Sindy Cutler always smiles. That’s something she wants people to know, especially her 2-year-old students.
That’s why before the academic year kicked off, she arranged a special call with each of her students, showing them what she looked like with her mask on and off. And just in case they forget, she’ll be wearing a button with a picture of her unmasked face to work every day.
But mask or no mask, Cutler wants her students to know she will be smiling regardless.
And there’s a lot to smile about at Riverdale Temple Nursery School, which reopened its doors Sept. 8. Well, more aptly, it reopened its parking lot.
Don’t worry, students won’t be learning in the parking lot. But that’s where they held a two-day meet-and-greet with parents and teachers to kick off what will likely be an academic year unlike any other. Their schooling began later in the week, with two half-days that Thursday and Friday. The first full day of school was Sept. 14.
Like every other school in the city, the nursery school closed its doors in mid-March in the wake of the coronavirus pandemic. But health crisis or not, the show had to go on. Routine is paramount in early childhood education, according to Sandi Daniels, a universal pre-K teacher at the school. Whether in the classroom or meeting over the online videoconferencing app Zoom, teachers should stick to that daily routine, whether it’s calendar time then storytime, or storytime then calendar time.
“It makes them feel more secure, which is most important,” Daniels said. “Especially nowadays.”
Even while they were remote, school director Alexandra Abikzer wanted to make in-person nursery school a reality come September. While her teachers did what they had to do remotely, Abikzer recognized remote learning isn’t ideal for young children.
“We believe that nursery school should be a fun, loving safe space for the children,” she said. “I think it’s important that the kids have a routine and that they’re just getting back to some kind of normalcy.”
While the issue of reopening schools is on many people’s minds lately, there are some unique factors to consider at nursery schools. For instance, will the children be able to socially distance and keep their masks on?
To Abikzer, the mask concern might be a misplaced anxiety. In fact, she thinks it might be directed at the wrong people altogether.
“Kids are resilient, and I think that we don’t give them enough credit,” Abikzer said. “At the meet-and-greet, the kids all came with their cute masks, and they had no problem. It’s the adults that are really fidgeting and having a harder time with it.”
Of course, there will be other new safety measures in place. But coronavirus-related procedures will be just another routine for the students to follow.
“In order for them to come on the playground, everybody had to have their temperature checked, and then we put some lotion on their hands,” Cutler said. “And that’s what we will do every morning when they enter the school.”
In the classroom, the teachers are focused on maintaining as much social distance as possible.

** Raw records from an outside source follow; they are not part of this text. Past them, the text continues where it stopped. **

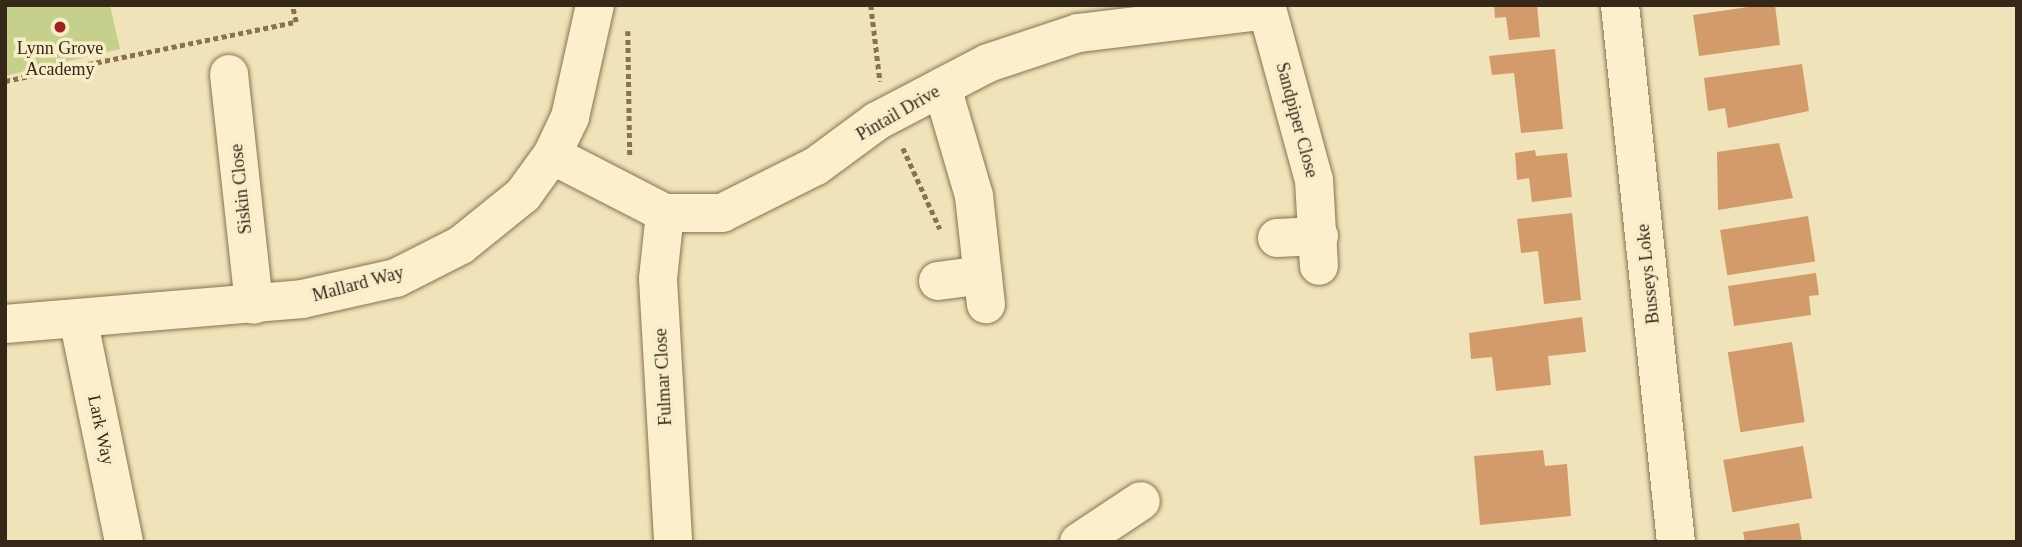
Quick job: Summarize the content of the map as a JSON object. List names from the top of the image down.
{
  "streets": {
    "street": [
      "Pintail Drive",
      "Sandpiper Close",
      "Siskin Close",
      "Busseys Loke",
      "Mallard Way",
      "Fulmar Close",
      "Lark Way"
    ]
  },
  "crossings": [
    ["Pintail Drive", "Sandpiper Close"],
    ["Pintail Drive", "Mallard Way"],
    ["Pintail Drive", "Fulmar Close"],
    ["Siskin Close", "Mallard Way"],
    ["Mallard Way", "Lark Way"]
  ],
  "places": ["Lynn Grove Academy"]
}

Last year, Cutler would have six students sitting at a table at a time. But this year, only four are allowed, with a push for just two or three. And Daniels’ classroom now has dividers, names on chairs and individual supply sets for each student so they don’t need to share.

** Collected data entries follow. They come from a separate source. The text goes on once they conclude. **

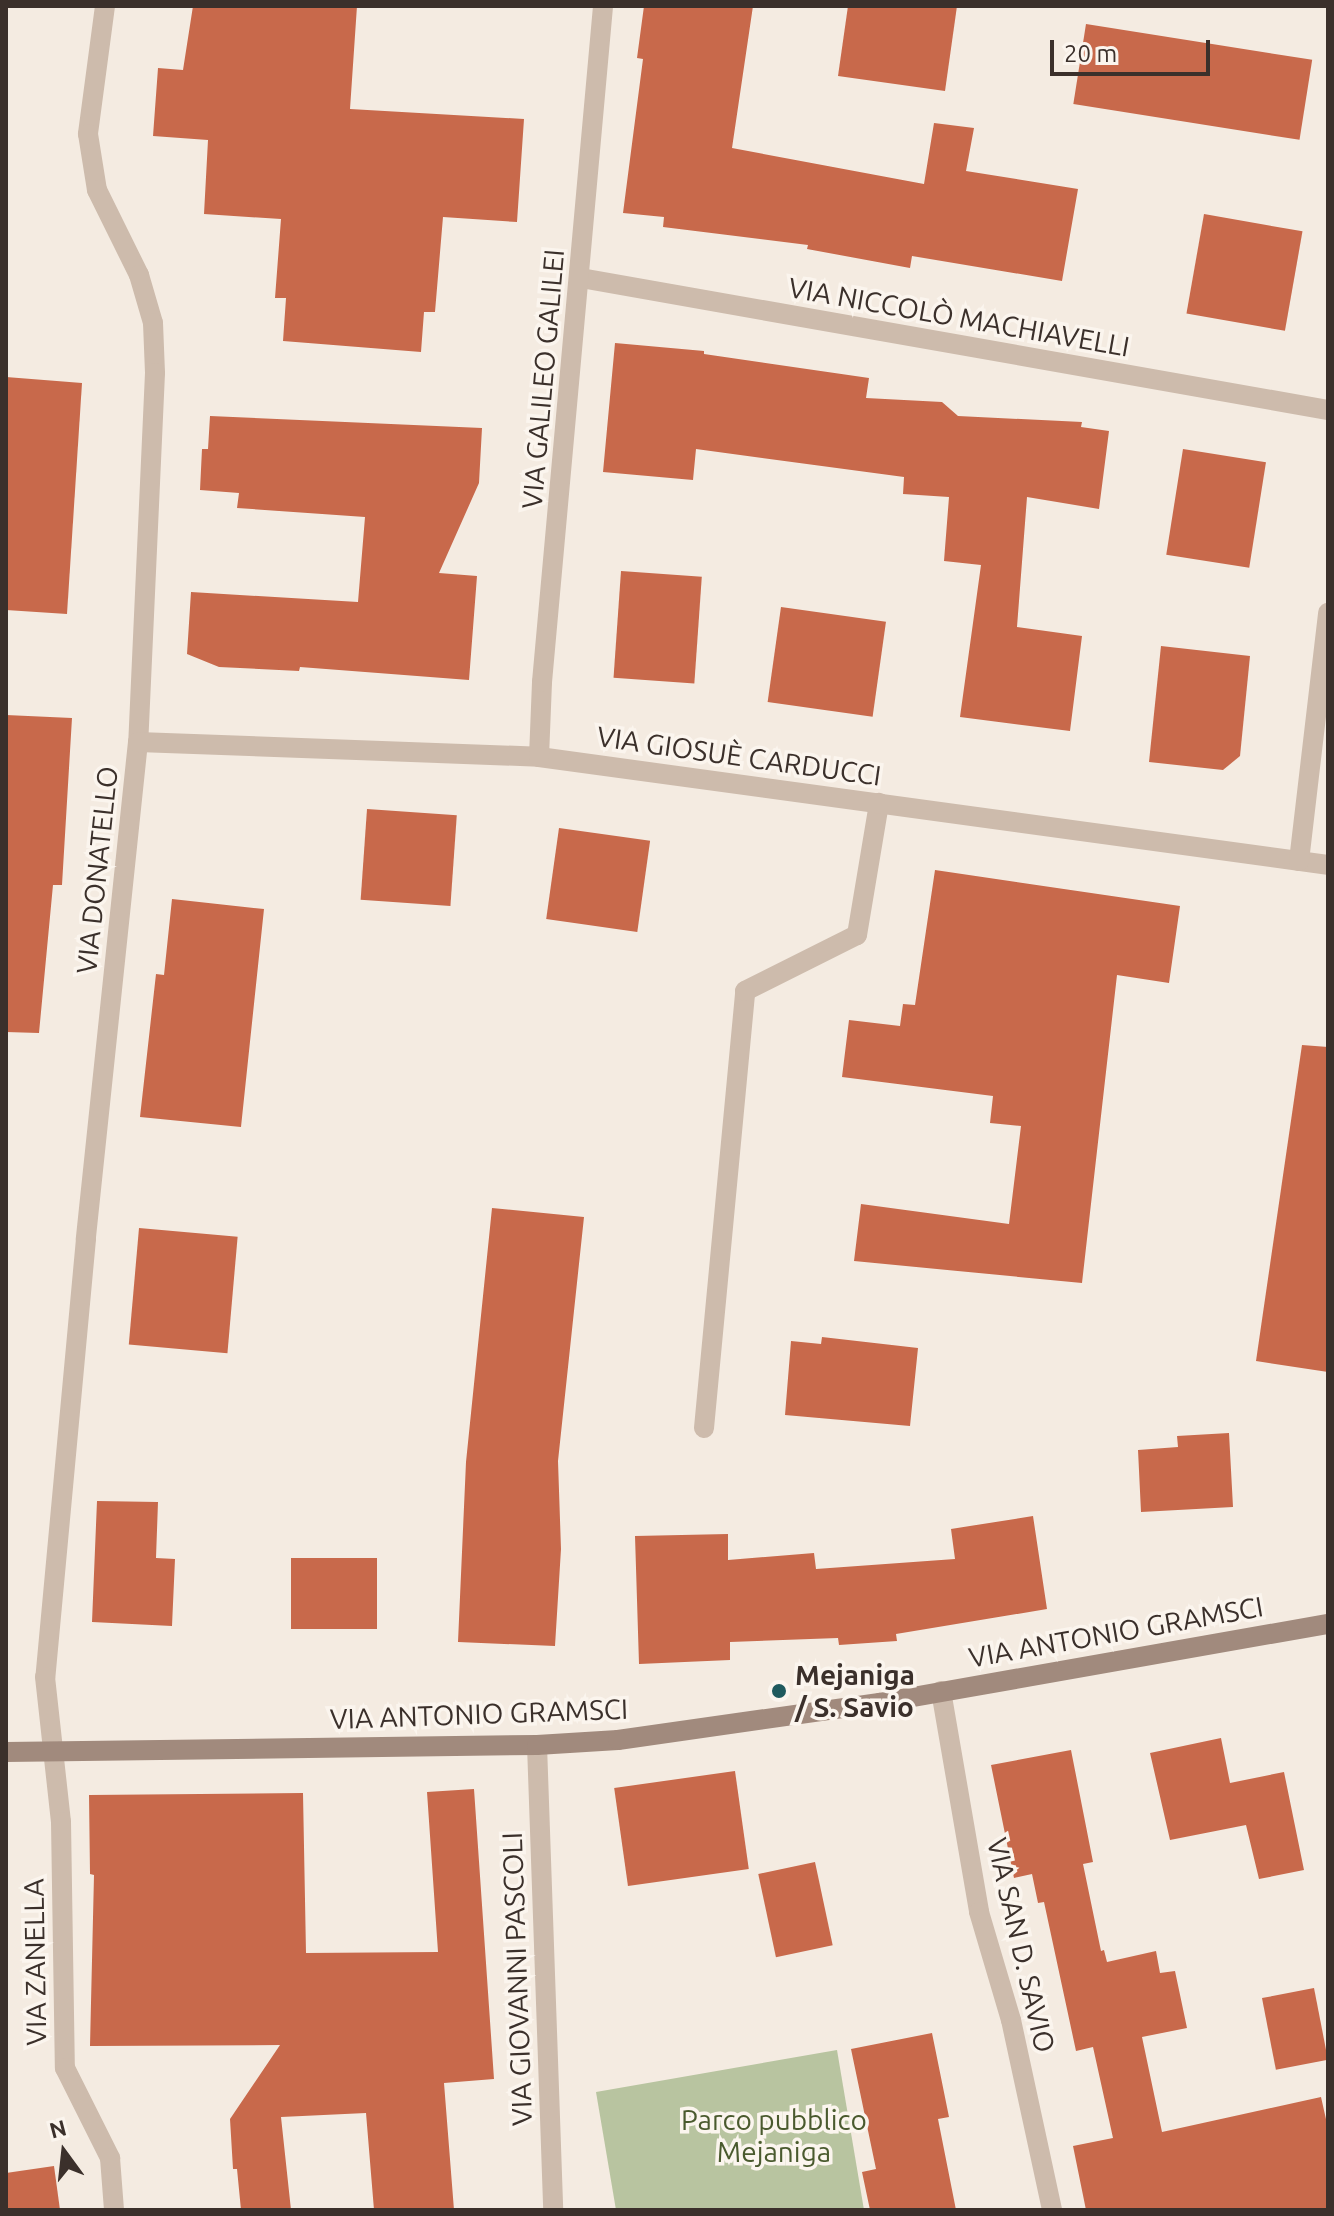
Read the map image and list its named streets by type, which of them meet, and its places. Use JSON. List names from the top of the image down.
{
  "streets": {
    "main road": ["VIA ANTONIO GRAMSCI"],
    "street": [
      "VIA NICCOLÒ MACHIAVELLI",
      "VIA GALILEO GALILEI",
      "VIA GIOSUÈ CARDUCCI",
      "VIA DONATELLO",
      "VIA SAN D. SAVIO",
      "VIA ZANELLA",
      "VIA GIOVANNI PASCOLI"
    ]
  },
  "crossings": [
    ["VIA NICCOLÒ MACHIAVELLI", "VIA GALILEO GALILEI"],
    ["VIA GALILEO GALILEI", "VIA GIOSUÈ CARDUCCI"],
    ["VIA GIOSUÈ CARDUCCI", "VIA DONATELLO"],
    ["VIA DONATELLO", "VIA ANTONIO GRAMSCI"],
    ["VIA DONATELLO", "VIA ZANELLA"],
    ["VIA ANTONIO GRAMSCI", "VIA SAN D. SAVIO"],
    ["VIA ANTONIO GRAMSCI", "VIA ZANELLA"],
    ["VIA ANTONIO GRAMSCI", "VIA GIOVANNI PASCOLI"]
  ],
  "parks": ["Parco pubblico Mejaniga"],
  "places": ["Mejaniga / S. Savio"],
  "scale_bar": "20 m",
  "north": "top"
}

The school also uses “pods” to distance from other classes. Each pod will have its own room and bathroom, and its members will only be allowed to play with others in their pod. That way, if someone does test positive for the virus that causes COVID-19, only the affected pod would have to go remote, Abikzer said. That’s much better than shutting down the entire school.
How teachers will address the pandemic in the classroom might vary depending both on the teacher and the ages of the children they teach. Cutler’s toddlers might not understand words like “pandemic” or “COVID-19,” but they can absolutely sing songs about washing their hands and telling the germs to “go away.”
“I will sing the (hand-washing) song every day this year with these children,” Cutler said. Using the melody from the popular nursery rhyme “Frère Jacques.”
“It’s, ‘Tops and bottoms, tops and bottoms, in between, in between. All around our hands, all around our hands. Now they’re clean, now they’re clean.”
The past six months have been difficult for most everyone. But to Daniels, they might have been longer and harder for the city’s youngest residents, making a return to nursery school all the more important.
“I want to give back some of their childhood that they’ve lost,” Daniels said. “I want it to be as normal and as chill as possible. I just want them to come in and be happy here.”